Search the entries for the word "down". Copy every line where it turns up.

* Information supplied:
──────────
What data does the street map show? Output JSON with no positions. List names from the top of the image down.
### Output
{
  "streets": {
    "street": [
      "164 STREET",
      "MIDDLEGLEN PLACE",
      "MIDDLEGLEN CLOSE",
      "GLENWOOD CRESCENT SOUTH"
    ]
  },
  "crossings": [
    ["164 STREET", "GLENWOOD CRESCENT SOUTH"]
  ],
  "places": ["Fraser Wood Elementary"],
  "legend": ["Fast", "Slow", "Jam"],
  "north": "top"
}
──────────
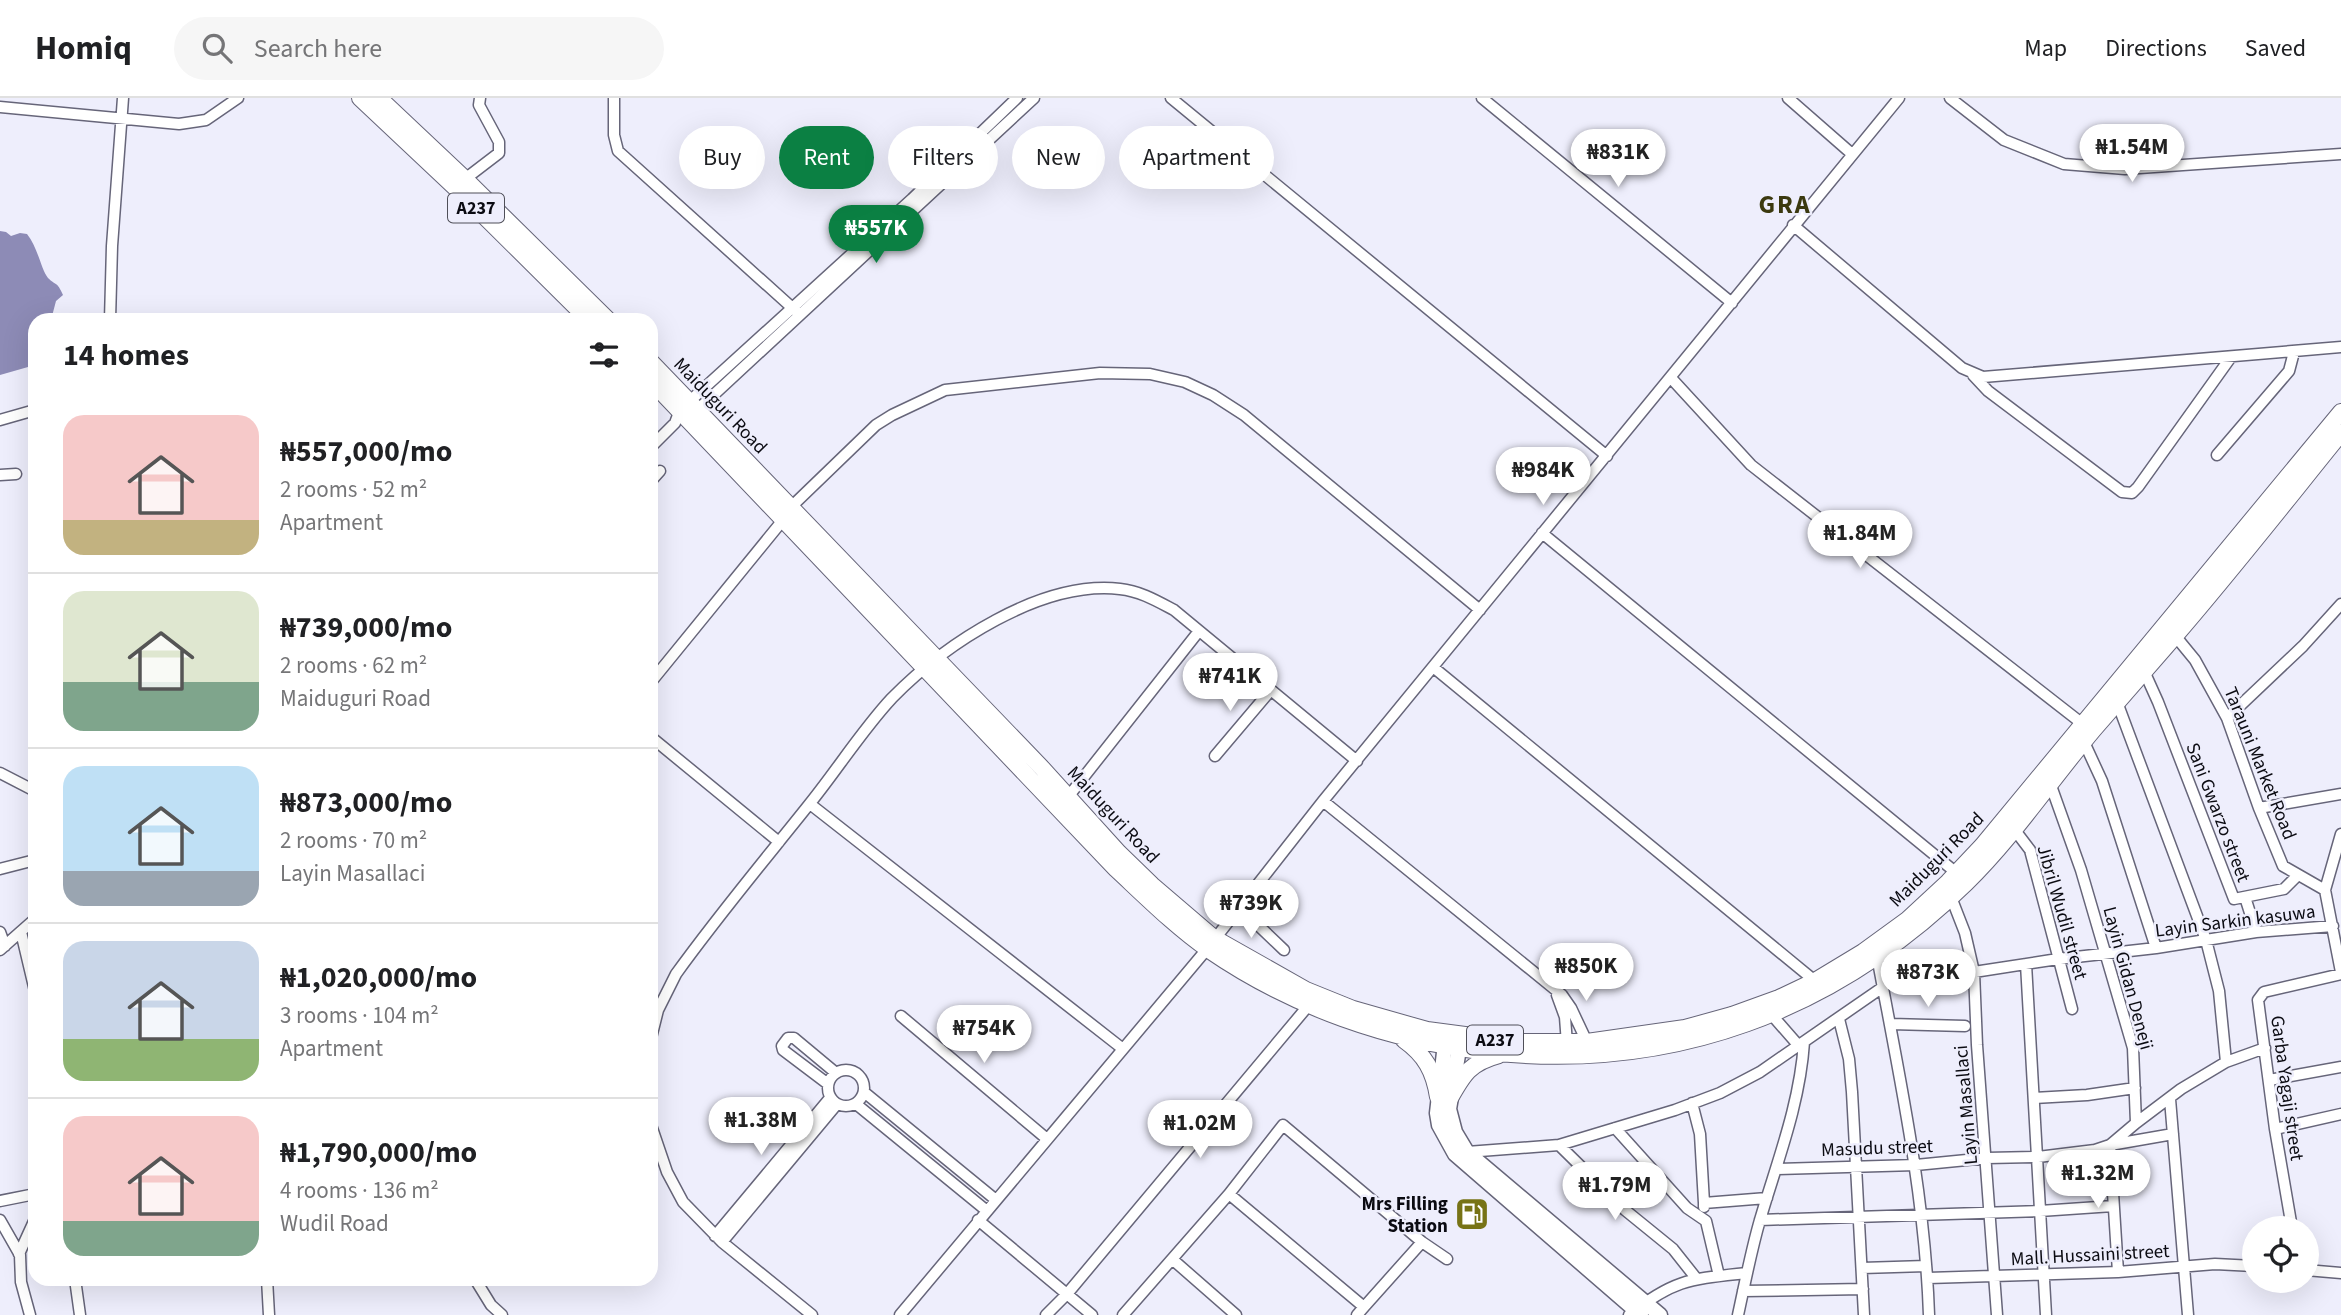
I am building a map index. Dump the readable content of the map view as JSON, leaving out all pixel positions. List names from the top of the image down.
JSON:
──────────
* Exercise output:
What data does the street map show? Output JSON with no positions. List names from the top of the image down.
I am building a map index. Dump the readable content of the map view as JSON, leaving out all pixel positions. List names from the top of the image down.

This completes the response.